The battle to legalise same-sex marriage has taken a new turn with petitions being filed in the Supreme Court. The Court has issued notice in these petitions and there is significant excitement about their outcome. Several petitions have been filed in the Kerala and Delhi High Courts since 2020 and these too are pending decision. It is likely that the petitions from the HCs will be transferred to the top court and will be heard together.
Why were petitions filed in the Supreme Court when cases were pending in the HCs? While there could be many arguments for this, it was clear that these cases would eventually go to the apex court, and hence filing the new petitions in the SC would quicken this journey.
The recent petitions have been filed by two gay couples, seeking relief under Article 32 of the Constitution to enforce their fundamental rights and recognise same-sex marriage under the Special Marriages Act 1954 (“SMA”). This has been done by asking the Court to recognise that under the SMA “marriage between any two persons” should be interpreted to include same-sex marriages, or in the alternative to hold the SMA as unconstitutional to the extent that it does not allow for marriages between same-sex couples.
I would argue that legal recognition for same sex marriage is a little more complex. The SMA under Section 4 lays down the conditions relating to the solemnisation of special marriages. While Section 4 refers to the solemnisation of marriages between any two persons [emphasis added], it lays down one of the conditions that “the male has completed the age of 21 years and the female the age of 18 years”. In addition to this, throughout the legislation, there are references to “husband” and “wife” in the provisions relating to registration of marriages, restitution of conjugal rights, judicial separation, divorce and alimony. If same-sex marriages are to be recognised under the SMA, then the Supreme Court would need to interpret or read into every reference to “husband” and “wife” under the present statute to include the word “spouse” so that it is not only marriage that is recognised, but all related reliefs under SMA are equally available to non-heterosexual couples.

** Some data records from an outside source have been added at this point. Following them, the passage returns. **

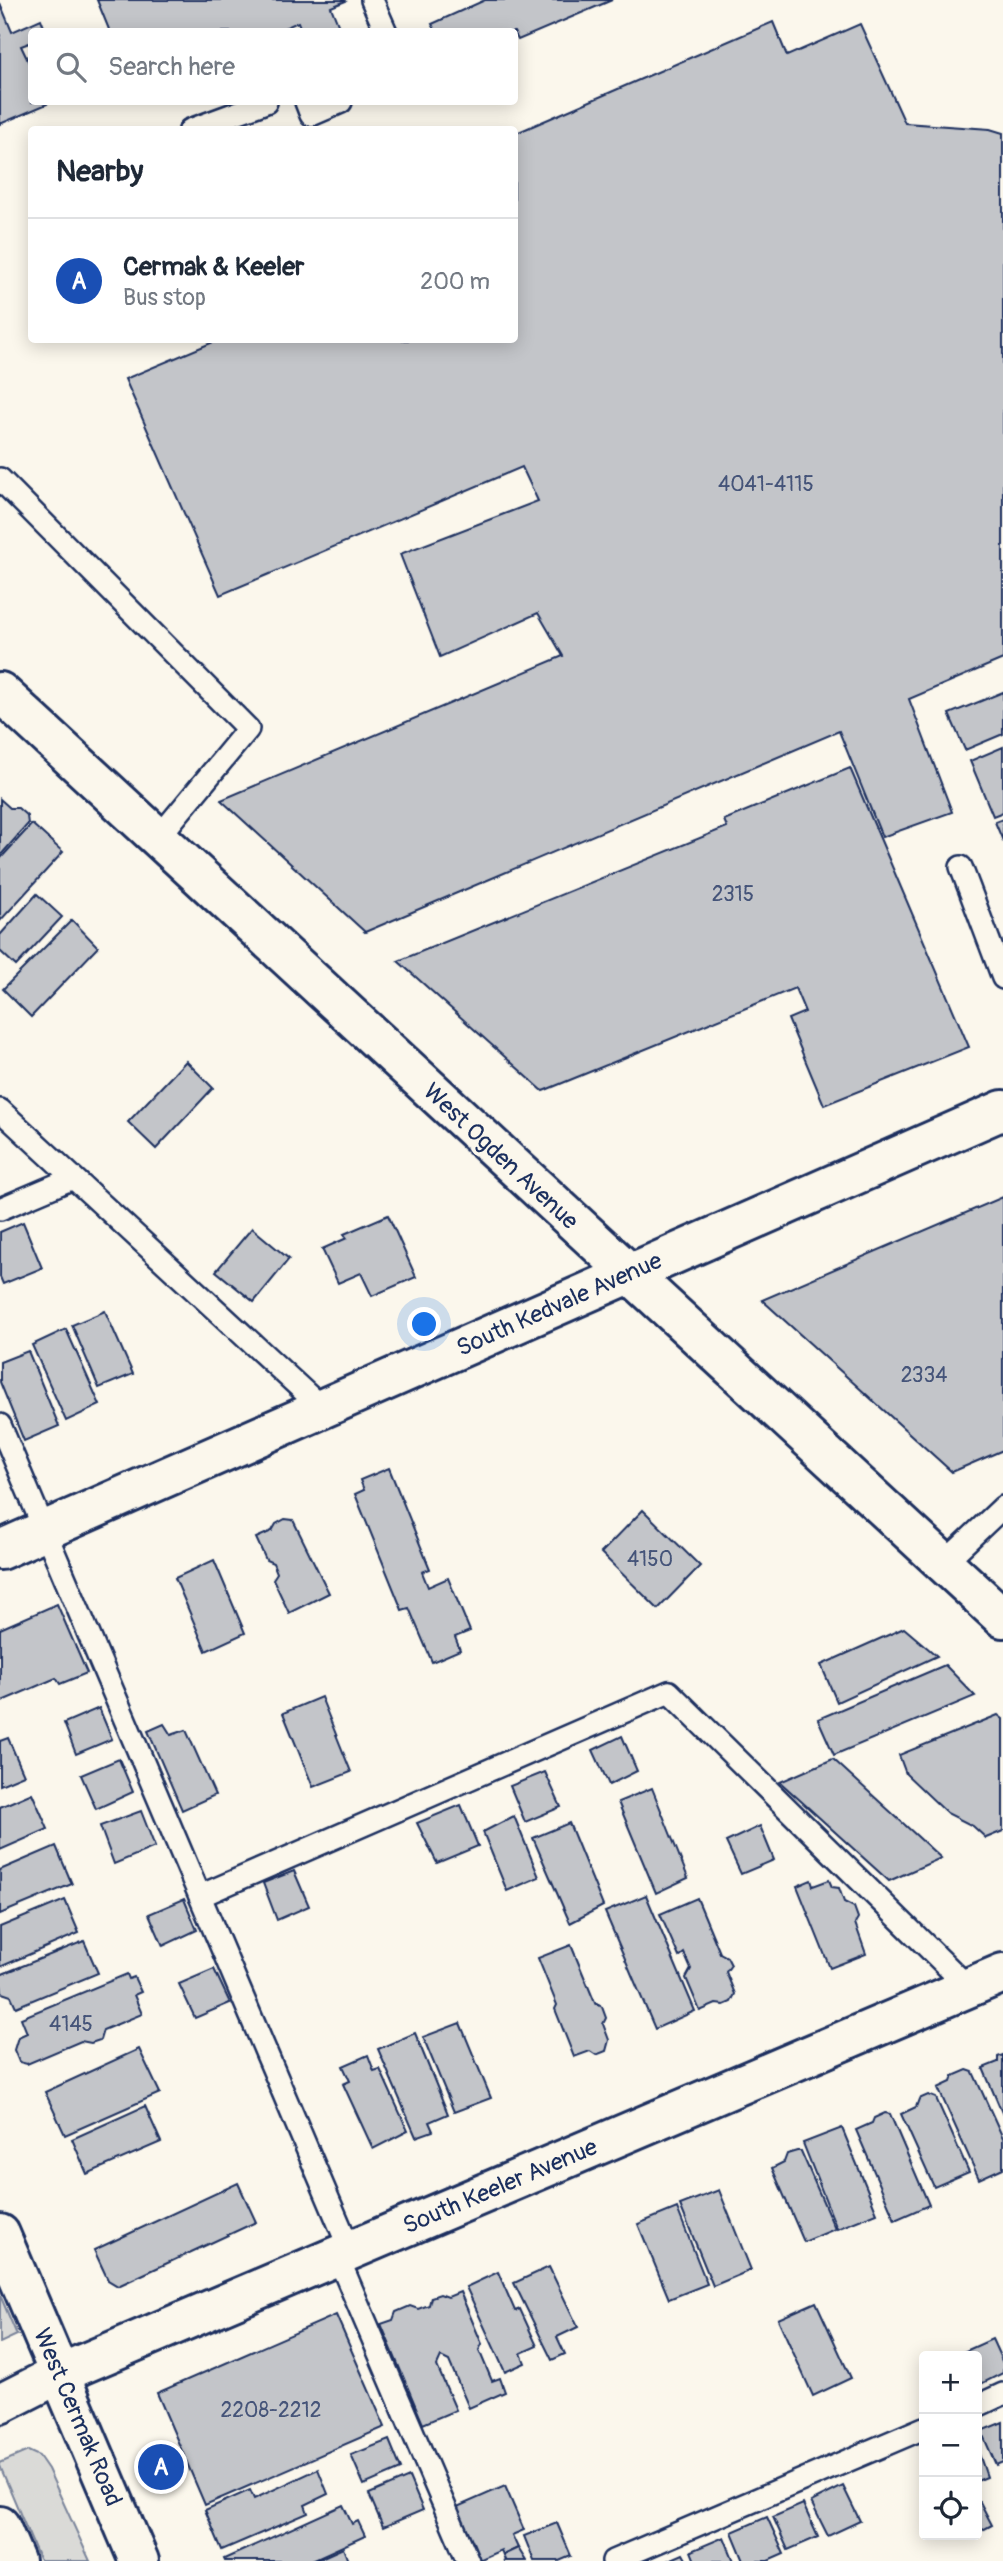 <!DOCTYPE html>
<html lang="en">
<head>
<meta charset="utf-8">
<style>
  :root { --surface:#fff; --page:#f2f2f3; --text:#1f2937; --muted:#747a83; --line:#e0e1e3; --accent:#c8321e }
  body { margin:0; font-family:Pangolin,sans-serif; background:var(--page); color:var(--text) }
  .controls { position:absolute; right:21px; bottom:21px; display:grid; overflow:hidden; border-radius:7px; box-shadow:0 4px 18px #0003 }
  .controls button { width:63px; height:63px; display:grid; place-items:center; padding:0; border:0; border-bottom:2px solid var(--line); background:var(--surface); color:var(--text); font:35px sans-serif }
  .you { position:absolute; left:425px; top:1325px; width:24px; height:24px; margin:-18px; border:5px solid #fff; border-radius:50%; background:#1a73e8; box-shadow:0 0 0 10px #1a73e833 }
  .badge { display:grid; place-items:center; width:46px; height:46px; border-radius:50%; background:var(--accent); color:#fff; font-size:23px; font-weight:700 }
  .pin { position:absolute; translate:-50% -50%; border:4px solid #fff; box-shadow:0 2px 7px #0006 }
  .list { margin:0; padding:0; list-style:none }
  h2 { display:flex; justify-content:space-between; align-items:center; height:91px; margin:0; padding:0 28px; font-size:30px }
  h2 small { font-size:23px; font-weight:400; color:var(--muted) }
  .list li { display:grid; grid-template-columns:46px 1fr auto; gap:21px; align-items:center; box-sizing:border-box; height:126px; padding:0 28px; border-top:2px solid var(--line) }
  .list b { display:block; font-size:26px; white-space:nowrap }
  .list p { margin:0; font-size:23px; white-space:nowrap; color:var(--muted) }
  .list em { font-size:23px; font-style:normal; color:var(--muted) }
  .icon { flex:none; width:38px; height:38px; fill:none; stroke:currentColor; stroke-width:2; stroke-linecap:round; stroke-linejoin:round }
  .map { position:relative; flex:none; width:1003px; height:2561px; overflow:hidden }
  .search { position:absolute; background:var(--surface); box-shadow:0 4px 18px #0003; left:28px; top:28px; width:490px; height:77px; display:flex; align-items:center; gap:18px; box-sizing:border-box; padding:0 24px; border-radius:7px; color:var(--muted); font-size:26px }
  .panel { position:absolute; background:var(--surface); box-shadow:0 4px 18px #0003; left:28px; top:126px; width:490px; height:217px; border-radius:7px }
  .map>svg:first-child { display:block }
  .green { fill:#dadad7; stroke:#7a849a; stroke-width:2 }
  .building { fill:#c3c5c9; stroke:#1b2f5e; stroke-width:2 }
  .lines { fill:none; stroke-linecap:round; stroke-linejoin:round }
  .lane-casing { stroke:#1b2f5e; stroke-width:26 }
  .street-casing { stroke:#1b2f5e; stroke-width:44 }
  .secondary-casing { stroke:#1b2f5e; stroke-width:44 }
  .lane { stroke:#fbf7ec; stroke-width:21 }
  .street { stroke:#fbf7ec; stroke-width:38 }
  .secondary { stroke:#fbf7ec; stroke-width:38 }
  .labels { text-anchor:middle; stroke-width:7; stroke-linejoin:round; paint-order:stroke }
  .number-label { font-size:21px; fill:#455479 }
  .street-label { font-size:24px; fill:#1b2f5e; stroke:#fbf7ec }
</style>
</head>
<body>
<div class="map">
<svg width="1003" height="2561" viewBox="0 0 1003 2561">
  <rect width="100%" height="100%" fill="#fbf7ec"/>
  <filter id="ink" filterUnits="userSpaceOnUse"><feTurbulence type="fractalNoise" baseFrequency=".0143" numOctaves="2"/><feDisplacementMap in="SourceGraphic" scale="14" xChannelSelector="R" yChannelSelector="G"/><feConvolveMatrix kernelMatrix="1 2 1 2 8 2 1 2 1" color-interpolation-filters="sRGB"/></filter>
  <g filter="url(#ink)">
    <!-- green -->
    <g class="green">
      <polygon points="0,2295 17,2335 0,2343"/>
      <polygon points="28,2451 39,2456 48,2469 90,2561 40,2561 0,2466 0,2463"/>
    </g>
    <!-- building -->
    <g class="building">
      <polygon points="97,0 345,0 346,1 331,7 341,32 302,32 298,22 275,32 110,32"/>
      <polygon points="485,0 612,0 518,40 514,32 436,32 432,24"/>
      <polygon points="0,3 12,32 41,19 46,32 32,32 32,42 21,46 32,69 32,102 46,102 47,104 0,124"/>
      <polygon points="773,22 787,56 860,24 905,123 990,129 1003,133 1003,659 909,699 952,812 882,837 839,731 365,932 221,800 563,656 538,613 440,657 400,554 538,501 522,467 220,595 125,379 218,340 514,340 514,134"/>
      <polygon points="1003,692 1003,734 965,750 949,714"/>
      <polygon points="1003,747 1003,812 993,816 970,761"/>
      <polygon points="850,768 969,1047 824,1105 788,1019 805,1012 795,988 543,1091 398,961 727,827 724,820"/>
      <polygon points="0,799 10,808 18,808 27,816 28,824 0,856"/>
      <polygon points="1003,819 1003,841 995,822"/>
      <polygon points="32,824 63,852 0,921 0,859"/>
      <polygon points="37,894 62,917 16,966 0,951 0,935"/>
      <polygon points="72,920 98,947 31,1017 3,989"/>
      <polygon points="186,1061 213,1088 156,1149 128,1122"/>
      <polygon points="1003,1197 1003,1450 952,1472 762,1300"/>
      <polygon points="388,1215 416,1277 372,1296 361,1273 338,1283 322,1249 347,1238 344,1234"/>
      <polygon points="23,1222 42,1268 3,1284 0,1277 0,1232"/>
      <polygon points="252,1228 289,1259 254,1302 216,1271"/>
      <polygon points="105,1311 133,1374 99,1388 72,1325"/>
      <polygon points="66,1329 100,1405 66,1421 32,1345"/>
      <polygon points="28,1351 59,1426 24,1441 0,1382 0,1362"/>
      <polygon points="389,1468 430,1569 422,1572 428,1587 448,1578 470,1631 455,1637 460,1650 432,1662 409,1608 402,1610 355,1494 364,1490 360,1480"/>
      <polygon points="643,1510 700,1566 658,1609 601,1553"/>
      <polygon points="285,1519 293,1520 329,1593 289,1613 273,1579 277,1573 273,1563 266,1560 256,1538 272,1531 276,1524"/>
      <polygon points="214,1560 245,1633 206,1651 175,1578"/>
      <polygon points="57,1604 87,1673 60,1684 56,1678 0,1702 0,1629"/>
      <polygon points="904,1628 937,1656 837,1702 821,1665"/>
      <polygon points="945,1665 975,1696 834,1755 818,1719"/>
      <polygon points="321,1697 351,1772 313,1787 283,1713"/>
      <polygon points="99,1708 112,1739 76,1754 64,1723"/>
      <polygon points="998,1715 1003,1719 1003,1831 986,1838 973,1826 947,1813 906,1774 899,1755"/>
      <polygon points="164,1724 171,1735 186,1730 215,1795 182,1810 148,1731"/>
      <polygon points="622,1736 637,1771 609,1785 593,1750"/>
      <polygon points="8,1738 24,1775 0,1785 0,1741"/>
      <polygon points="119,1759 133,1792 96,1809 81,1775"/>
      <polygon points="833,1759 941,1858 889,1881 780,1782"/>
      <polygon points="545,1772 561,1807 525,1822 510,1786"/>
      <polygon points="652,1788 688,1878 656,1893 618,1802"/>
      <polygon points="32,1793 48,1829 0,1850 0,1807"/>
      <polygon points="461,1805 478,1846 437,1863 417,1823"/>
      <polygon points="141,1811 155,1847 114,1864 100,1826"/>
      <polygon points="514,1816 539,1877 507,1891 483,1832"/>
      <polygon points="569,1823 603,1906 570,1923 533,1838"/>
      <polygon points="760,1826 774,1860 741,1874 726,1842"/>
      <polygon points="56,1846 72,1884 0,1914 0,1870"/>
      <polygon points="294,1871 309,1906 277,1920 263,1883"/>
      <polygon points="811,1880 813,1886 829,1880 832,1887 839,1888 844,1902 854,1907 858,1918 855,1923 866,1954 830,1968 797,1886"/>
      <polygon points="646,1895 695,2011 655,2029 605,1912"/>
      <polygon points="697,1898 720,1953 727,1957 731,1965 726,1972 735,1994 731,2002 724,2005 716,2004 700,2011 686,1978 691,1969 684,1953 679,1957 660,1914"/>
      <polygon points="184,1899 197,1930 163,1946 149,1914"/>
      <polygon points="65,1900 79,1933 0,1967 0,1927"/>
      <polygon points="84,1941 98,1973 16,2007 11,1996 2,1993 0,1975"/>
      <polygon points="571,1945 595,2003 602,2007 606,2018 603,2024 609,2040 606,2051 596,2055 590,2051 574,2057 555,2009 557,2005 538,1958"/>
      <polygon points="214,1969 230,2003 195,2018 179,1984"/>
      <polygon points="127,1974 129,1979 134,1977 141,1992 134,1995 142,2014 103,2030 100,2040 91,2043 81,2041 27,2064 19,2062 14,2050 18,2037 27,2033 21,2018"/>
      <polygon points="460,2023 491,2098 454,2112 423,2037"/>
      <polygon points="415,2033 448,2114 429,2122 433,2131 416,2137 378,2049"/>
      <polygon points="139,2049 160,2093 65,2135 45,2092"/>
      <polygon points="368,2055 374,2071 380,2069 408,2131 373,2149 343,2084 350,2081 343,2066"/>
      <polygon points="1003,2055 1003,2115 983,2068 998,2062 998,2057"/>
      <polygon points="967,2070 973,2072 1003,2138 1003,2168 979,2179 938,2088 951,2082 953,2076"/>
      <polygon points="928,2095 936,2098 969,2172 934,2187 901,2114 916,2107 919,2099"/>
      <polygon points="145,2106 161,2142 87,2174 72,2139"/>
      <polygon points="885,2113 890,2114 929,2205 895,2220 856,2130 872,2123 874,2118"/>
      <polygon points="842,2128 877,2213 837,2229 803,2143"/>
      <polygon points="797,2151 801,2151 835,2229 804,2242 772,2168 784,2162 787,2154"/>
      <polygon points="238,2183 256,2222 118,2286 108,2280 94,2250"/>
      <polygon points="719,2190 751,2270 713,2286 680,2205"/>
      <polygon points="677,2208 707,2284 669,2299 638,2224"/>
      <polygon points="549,2267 578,2327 557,2337 565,2354 552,2360 514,2283"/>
      <polygon points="498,2272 515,2311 520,2309 537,2346 521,2353 525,2363 505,2372 466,2287"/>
      <polygon points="460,2292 482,2344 479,2350 492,2381 500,2378 505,2392 469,2408 449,2361 441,2357 437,2366 456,2410 423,2424 381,2324 393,2320 396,2312 410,2306 418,2309 429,2305 431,2297 440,2294 448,2297"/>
      <polygon points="816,2302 851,2378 813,2396 778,2319"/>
      <polygon points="336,2315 385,2427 205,2505 157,2393"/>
      <polygon points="992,2339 1003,2363 1003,2373 977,2386 977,2356 960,2356 959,2354"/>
      <polygon points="1003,2422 1003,2462 996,2465 981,2431"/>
      <polygon points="389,2440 401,2469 364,2485 351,2455"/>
      <polygon points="977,2448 987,2477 977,2481"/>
      <polygon points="318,2469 328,2494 305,2505 308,2513 222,2550 205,2510 250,2490 254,2499"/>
      <polygon points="409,2477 423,2510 383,2527 369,2494"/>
      <polygon points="505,2486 524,2530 512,2535 518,2548 503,2555 501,2550 479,2560 457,2507"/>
      <polygon points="843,2486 860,2521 828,2536 811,2502"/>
      <polygon points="980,2502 992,2525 979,2532 977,2503"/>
      <polygon points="803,2504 818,2537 788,2550 773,2517"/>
      <polygon points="343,2505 352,2524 358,2521 365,2536 310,2561 225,2561 224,2559"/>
      <polygon points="767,2517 784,2554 768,2561 744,2561 732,2532"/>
      <polygon points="557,2523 571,2556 559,2561 534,2561 524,2536"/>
      <polygon points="724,2537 734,2561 695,2561 691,2551"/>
      <polygon points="343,2548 348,2561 314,2561"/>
      <polygon points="518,2548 526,2561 503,2561 505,2560 503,2555"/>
      <polygon points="683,2554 687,2561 667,2561"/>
    </g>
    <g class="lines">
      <!-- lane casing -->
      <g class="lane-casing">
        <g id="lane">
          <polyline points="372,0 386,32"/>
          <polyline points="306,102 311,115 341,102"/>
          <polyline points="190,130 266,102"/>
          <polyline points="0,479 248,729 158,838"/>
          <polyline points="961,867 1003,978"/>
          <polyline points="0,1110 322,1408"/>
          <polyline points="0,1209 73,1178"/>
          <polyline points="0,1425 350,2250"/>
          <polyline points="944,1563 1003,1507"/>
          <polyline points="200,1896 669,1692 968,1987"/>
          <polyline points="337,2255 468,2561"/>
          <polyline points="977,2406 1003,2394"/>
          <polyline points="613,2561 924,2428"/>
        </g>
      </g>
      <!-- street casing -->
      <g class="street-casing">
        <polyline id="street" points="0,1550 1003,1110"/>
      </g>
      <!-- secondary casing -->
      <g class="secondary-casing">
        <g id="secondary">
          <polyline points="0,692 1003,1618"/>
          <polyline points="0,2234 139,2561"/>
          <polyline points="0,2404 59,2374 1003,1973"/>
          <polyline points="0,2526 15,2561"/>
        </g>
      </g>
      <!-- lane -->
      <use href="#lane" class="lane"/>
      <!-- street -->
      <use href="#street" class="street"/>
      <!-- secondary -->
      <use href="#secondary" class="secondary"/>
    </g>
  </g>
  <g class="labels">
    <!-- number labels -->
    <g class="number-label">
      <text x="766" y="491">4041-4115</text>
      <text x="733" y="901">2315</text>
      <text x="924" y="1382">2334</text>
      <text x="650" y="1566">4150</text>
      <text x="71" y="2031">4145</text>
      <text x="271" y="2417">2208-2212</text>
    </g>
    <!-- street labels -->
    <g class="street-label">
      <text transform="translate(501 1156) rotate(43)" y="8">West Ogden Avenue</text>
      <text transform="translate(559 1304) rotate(-24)" y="8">South Kedvale Avenue</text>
      <text transform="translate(500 2186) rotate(-23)" y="8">South Keeler Avenue</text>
      <text transform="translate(78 2417) rotate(67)" y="8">West Cermak Road</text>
    </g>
  </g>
</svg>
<div class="controls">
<button>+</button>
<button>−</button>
<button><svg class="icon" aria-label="locate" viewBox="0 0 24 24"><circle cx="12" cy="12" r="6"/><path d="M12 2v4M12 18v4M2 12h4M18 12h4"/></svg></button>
</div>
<div class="you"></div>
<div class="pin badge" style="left:161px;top:2467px;background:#1a4fb4">A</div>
<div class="search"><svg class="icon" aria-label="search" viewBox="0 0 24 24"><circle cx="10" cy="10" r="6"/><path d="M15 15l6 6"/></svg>Search here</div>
<section class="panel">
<h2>Nearby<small></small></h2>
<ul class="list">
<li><span class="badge" style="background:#1a4fb4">A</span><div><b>Cermak &amp; Keeler</b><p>Bus stop</p></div><em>200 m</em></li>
</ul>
</section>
</div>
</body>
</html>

The Constitutional Court of South Africa did this in Minister of Home Affairs v. Marie Adriana Fourie in 2005. In the petition seeking recognition of same-sex marriage, J Albie Sachs held that the law of marriage — the Marriage Act of 1961 — be kept alive and that same-sex couples be enabled to enjoy the status and benefits coupled with responsibilities that it gives to heterosexual couples by reading into the sections the words “or spouse” after the words “husband” and “wife” and this relief was proposed by the petitioners. He held that reading-in of the words “or spouse” would ensure that the values of the constitution would be upheld and that the existing institutional mechanisms for the celebration of marriage would remain the same. The South African Constitutional Court gave the country’s parliament 12 months’ time to make this amendment failing which it held that the words “or spouse” will automatically be read into the relevant sections of the Marriage Act to enable same-sex couples to achieve the status and benefits — coupled with responsibilities — which it presently makes available to heterosexual couples.
Though such relief is not specifically asked for in the present petition, the Supreme Court can fashion such a remedy to read in the word “or spouse” after the words “husband” and “wife” wherever referred to in the SMA to ensure that the entire statute is inclusive of all couples irrespective or sexual orientation and gender identity and not just heterosexual couples.
Filing these petitions in the Supreme Court was also an opportunity for the petitioners to seek the deletion of sections 5,6,7,8,9 and 10 of the SMA, which mandate a notice of intended marriage publicly, the filing of objections by any parties who may object to any marriage, and the decision making by the Marriage Officer on such objections. Other petitions too have challenged the public notice requirements and filing of objections under the SMA, but I argue that this would be important to raise in petitions seeking marriage equality in the context of same-sex marriage. The notice and objections provisions under the SMA are used extensively by families and communities to prohibit inter-caste and inter-faith marriages, and there is no doubt that these provisions will be used against couples in non-heterosexual marriages as well. Evidence of this is borne out by protection orders issued by several high courts where lesbian couples and couples where one of the partners is transgender are harassed by family and community members. Merely seeking recognition of same sex marriage under the SMA without seeking the deletion of provisions allowing for public notice of marriage, which gives the power to anyone to file objections to any marriage would be an incomplete remedy. These provisions are often weaponised to prohibit persons from marrying outside of accepted social norms.
There is no doubt that the time has come for the recognition of marriage equality in India. All eyes will be on the Supreme Court now with the hope that it gives full recognition of all rights, remedies and responsibilities relating to marriage to be enjoyed by all couples, and not just heterosexual couples.